Both contemporary groups of women religious—the Conference of Major Superiors of Women Religious and the Leadership Conference of Women Religious—witness to the Gospel revealed in Jesus Christ, but their trajectories differ. The former primarily seeks to be espoused to Christ; their focus is a heavenly nuptial union. The latter group primarily follows Christ the liberator, witnessing to Christ amid the struggles of history. In both groups one can find idols, secrets and dysfunction as well as saints, prophets and mystics. Both groups are sinful and redeemed. Both follow canon law; both maintain health insurance, car insurance, retirement funds and plots for burial.

Teilhard’s Evolutionary Vision

What difference does religious life make to the world? Pierre Teilhard de Chardin, S.J., brought light to this question by understanding Christianity in an evolutionary universe. What we do and the decisions we make in history, Teilhard said, influence the genesis of Christ. Christ is the goal of the universe, the new creation, the future of what we are coming to be. We who are baptized into Christ must let go in love and descend into solidarity with the earth. Teilhard noted that there is nothing profane on earth for those who know how to see. Adoration means seeing the depths of divine love in ordinary reality and loving what we see. This universe is holy because it is grounded in the Word of God. It is Christ, the living one, who is coming to be.

For many years I wondered whether women religious had misread the signs of the time. Yet as I have pondered the mystery of God, I have come to believe that the evolutionary universe is moving forward in part because women religious are working in the trenches of humanity among those who are poor, oppressed and forgotten. Today world religions are playing a greater role in the synthesis of a new religious consciousness. The women of L.C.W.R. have risked their lives in the pursuit of authentic Incarnation and have proclaimed prophetically that the love of God cannot be exterminated or suppressed. They continue to fight for systemic change on behalf of oppressed people. Congregations may die out, but the paths inscribed in history by the women religious of Vatican II are nothing less than the evolutionary shoots of a new future.

As Teilhard noted, suffering and sacrifice are part of the evolutionary process. Isolated structures must give way to more complex unions. To live with an evolutionary spirit is to let go of old structures and to engage new structures when the right time comes. The new heaven and earth promised by God will not come about by cutting ourselves off from the world or forming Catholic ghettos. It will not unfold through the triumph of ecclesiastical power. It will come about as we follow the footprints of the crucified one, descending into the darkness of humanity and rising in the power of love. This is the path to a new creation symbolized by Christ.

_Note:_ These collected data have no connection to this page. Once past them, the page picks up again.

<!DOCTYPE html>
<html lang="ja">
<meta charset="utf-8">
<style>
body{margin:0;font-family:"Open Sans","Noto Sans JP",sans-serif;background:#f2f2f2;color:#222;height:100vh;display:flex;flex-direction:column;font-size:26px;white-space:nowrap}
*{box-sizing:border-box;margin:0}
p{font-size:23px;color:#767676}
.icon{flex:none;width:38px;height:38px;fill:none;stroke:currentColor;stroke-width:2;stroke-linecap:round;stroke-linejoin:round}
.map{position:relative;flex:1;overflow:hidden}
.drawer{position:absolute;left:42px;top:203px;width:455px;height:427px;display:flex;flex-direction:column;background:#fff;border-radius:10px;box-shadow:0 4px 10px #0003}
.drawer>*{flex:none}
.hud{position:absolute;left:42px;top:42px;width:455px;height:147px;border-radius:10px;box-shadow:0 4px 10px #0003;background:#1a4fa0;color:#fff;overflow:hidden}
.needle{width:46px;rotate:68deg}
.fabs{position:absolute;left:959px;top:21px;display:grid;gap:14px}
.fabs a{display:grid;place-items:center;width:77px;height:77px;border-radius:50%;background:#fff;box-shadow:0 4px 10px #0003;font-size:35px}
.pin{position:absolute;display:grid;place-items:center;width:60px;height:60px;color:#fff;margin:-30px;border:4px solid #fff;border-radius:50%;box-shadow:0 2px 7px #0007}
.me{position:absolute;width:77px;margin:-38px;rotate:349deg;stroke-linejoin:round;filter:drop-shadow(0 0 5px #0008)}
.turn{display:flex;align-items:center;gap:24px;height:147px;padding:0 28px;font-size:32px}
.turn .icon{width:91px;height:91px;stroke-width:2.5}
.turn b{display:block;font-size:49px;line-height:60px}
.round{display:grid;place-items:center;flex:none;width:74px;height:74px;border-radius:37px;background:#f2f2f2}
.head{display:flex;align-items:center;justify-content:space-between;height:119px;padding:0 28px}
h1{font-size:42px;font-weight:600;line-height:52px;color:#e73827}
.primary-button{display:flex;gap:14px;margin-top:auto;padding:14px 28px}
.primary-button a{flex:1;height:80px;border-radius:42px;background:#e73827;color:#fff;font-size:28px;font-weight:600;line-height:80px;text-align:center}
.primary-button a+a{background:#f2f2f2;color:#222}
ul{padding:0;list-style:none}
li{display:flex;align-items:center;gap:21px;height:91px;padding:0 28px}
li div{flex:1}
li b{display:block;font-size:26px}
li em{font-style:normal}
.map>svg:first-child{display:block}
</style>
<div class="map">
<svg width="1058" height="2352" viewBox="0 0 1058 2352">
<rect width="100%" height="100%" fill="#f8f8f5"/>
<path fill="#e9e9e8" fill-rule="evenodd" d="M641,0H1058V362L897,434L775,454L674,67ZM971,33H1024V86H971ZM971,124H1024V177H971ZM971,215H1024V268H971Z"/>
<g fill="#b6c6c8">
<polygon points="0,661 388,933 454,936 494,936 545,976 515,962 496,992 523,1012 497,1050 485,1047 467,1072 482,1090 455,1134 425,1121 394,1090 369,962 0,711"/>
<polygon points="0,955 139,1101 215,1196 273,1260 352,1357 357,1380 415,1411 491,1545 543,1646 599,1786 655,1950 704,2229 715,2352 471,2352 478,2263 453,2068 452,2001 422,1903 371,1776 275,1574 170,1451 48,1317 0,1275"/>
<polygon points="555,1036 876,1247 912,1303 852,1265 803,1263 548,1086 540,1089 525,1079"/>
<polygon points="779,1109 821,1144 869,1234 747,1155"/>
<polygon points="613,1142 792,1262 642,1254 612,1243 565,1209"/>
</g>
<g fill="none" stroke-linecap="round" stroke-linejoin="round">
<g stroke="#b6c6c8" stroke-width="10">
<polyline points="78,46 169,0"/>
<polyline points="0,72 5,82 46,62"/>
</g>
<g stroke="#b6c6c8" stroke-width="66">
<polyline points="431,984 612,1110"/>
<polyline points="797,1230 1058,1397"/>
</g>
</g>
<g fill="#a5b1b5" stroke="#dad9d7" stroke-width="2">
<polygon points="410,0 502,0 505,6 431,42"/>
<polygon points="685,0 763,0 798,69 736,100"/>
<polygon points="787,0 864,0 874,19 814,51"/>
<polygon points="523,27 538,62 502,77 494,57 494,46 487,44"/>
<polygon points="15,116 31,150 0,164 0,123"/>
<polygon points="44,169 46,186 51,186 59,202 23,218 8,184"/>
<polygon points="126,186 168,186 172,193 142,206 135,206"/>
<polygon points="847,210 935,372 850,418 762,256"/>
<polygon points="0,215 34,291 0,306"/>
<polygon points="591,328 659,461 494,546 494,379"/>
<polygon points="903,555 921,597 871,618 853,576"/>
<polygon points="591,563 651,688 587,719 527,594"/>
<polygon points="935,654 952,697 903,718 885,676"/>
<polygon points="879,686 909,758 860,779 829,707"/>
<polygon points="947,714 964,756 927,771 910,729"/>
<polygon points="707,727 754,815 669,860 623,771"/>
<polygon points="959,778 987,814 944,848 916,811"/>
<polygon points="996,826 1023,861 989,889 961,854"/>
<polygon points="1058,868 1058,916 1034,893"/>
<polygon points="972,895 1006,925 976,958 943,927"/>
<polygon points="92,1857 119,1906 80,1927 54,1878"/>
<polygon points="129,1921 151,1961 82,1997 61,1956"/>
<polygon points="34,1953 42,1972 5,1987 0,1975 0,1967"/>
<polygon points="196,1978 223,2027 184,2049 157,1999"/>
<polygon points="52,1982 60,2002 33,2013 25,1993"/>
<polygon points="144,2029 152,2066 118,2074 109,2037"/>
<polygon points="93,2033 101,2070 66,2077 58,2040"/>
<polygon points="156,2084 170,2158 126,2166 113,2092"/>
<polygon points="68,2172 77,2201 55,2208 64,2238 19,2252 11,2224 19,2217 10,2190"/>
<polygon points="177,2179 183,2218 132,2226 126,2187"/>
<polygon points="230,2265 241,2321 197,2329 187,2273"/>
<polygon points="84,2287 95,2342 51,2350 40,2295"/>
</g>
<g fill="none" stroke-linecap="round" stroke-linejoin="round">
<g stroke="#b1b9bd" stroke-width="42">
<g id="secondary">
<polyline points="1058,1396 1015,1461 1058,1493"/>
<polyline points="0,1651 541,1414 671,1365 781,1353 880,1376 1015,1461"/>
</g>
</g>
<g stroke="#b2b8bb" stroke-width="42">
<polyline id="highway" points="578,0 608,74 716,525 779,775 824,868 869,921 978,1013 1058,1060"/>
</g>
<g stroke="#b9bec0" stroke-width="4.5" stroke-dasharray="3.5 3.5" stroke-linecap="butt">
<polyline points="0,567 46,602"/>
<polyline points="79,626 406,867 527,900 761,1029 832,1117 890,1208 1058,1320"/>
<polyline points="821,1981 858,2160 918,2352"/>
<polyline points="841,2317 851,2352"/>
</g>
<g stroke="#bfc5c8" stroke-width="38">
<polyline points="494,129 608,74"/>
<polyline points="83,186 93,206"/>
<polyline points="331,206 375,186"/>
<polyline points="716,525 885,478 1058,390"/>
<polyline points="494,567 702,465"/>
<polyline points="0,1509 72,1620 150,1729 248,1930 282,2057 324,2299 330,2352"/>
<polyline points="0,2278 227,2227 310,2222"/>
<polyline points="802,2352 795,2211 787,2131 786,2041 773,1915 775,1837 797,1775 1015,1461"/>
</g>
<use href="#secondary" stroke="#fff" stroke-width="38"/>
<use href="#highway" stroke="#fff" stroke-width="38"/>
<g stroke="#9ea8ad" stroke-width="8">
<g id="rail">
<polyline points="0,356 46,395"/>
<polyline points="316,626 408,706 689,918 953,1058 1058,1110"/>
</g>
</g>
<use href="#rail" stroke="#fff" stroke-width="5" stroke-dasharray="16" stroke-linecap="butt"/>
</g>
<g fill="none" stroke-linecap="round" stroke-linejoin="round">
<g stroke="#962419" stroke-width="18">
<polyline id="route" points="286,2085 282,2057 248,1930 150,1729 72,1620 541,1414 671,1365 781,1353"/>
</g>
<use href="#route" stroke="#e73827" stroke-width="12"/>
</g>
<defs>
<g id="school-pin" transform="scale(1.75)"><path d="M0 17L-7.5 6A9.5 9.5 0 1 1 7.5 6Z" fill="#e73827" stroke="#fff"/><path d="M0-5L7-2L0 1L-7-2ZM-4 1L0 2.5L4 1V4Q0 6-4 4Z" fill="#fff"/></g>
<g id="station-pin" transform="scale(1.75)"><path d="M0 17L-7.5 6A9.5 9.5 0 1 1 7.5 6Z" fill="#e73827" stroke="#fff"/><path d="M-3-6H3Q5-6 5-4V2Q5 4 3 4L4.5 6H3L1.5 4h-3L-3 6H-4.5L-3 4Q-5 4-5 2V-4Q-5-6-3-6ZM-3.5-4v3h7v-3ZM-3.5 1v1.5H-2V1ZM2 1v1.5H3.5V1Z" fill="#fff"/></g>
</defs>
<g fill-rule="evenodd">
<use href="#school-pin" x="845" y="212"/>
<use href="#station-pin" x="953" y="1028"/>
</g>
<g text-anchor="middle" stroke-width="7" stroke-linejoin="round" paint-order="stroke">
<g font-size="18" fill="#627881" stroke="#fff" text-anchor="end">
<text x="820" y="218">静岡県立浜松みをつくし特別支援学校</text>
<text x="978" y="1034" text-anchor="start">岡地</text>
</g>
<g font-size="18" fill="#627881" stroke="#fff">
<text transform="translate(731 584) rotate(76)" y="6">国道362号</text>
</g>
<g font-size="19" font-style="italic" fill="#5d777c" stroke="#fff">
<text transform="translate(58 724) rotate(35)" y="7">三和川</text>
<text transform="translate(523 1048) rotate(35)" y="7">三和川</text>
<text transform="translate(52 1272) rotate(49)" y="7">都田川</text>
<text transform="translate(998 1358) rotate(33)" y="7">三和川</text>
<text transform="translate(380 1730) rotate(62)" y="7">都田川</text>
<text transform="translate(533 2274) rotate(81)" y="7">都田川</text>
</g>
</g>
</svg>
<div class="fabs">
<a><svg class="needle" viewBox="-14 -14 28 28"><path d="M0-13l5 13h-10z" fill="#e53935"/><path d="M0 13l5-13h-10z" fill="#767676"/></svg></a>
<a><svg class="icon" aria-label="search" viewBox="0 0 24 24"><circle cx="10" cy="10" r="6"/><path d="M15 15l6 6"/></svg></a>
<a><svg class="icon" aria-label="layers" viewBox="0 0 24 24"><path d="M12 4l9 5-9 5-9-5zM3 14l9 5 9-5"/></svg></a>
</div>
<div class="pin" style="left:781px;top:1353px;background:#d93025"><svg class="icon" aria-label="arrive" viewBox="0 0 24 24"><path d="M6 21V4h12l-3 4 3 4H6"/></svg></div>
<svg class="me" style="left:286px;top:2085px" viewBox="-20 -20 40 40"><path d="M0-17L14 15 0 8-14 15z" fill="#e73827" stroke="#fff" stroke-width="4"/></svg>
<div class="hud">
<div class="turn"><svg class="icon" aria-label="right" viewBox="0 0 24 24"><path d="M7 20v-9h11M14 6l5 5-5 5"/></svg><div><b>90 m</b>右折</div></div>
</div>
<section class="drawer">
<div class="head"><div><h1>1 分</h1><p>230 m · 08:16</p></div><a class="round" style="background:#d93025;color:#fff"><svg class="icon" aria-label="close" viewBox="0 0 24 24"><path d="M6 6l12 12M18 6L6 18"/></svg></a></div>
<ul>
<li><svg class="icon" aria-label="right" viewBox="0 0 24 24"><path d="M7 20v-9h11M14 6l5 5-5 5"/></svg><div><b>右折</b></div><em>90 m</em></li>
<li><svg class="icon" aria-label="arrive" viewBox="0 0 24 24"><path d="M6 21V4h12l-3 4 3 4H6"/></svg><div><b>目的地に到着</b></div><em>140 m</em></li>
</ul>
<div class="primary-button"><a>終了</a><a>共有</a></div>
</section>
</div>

We believe that what happened between God and the world in Christ points to the future of the cosmos. That future involves a radical transformation of created reality through the unitive power of God’s love. To be a Christbearer is to focus on the inner depth of love. It is love that puts flesh on the face of God, love that makes Christ alive; love is the power of the future and the unfolding of Christ.

History will not remember what we wore, where we lived or how we prayed, whether as Concilium or Communio Catholics.

In the evening of life we all shall be judged on love alone.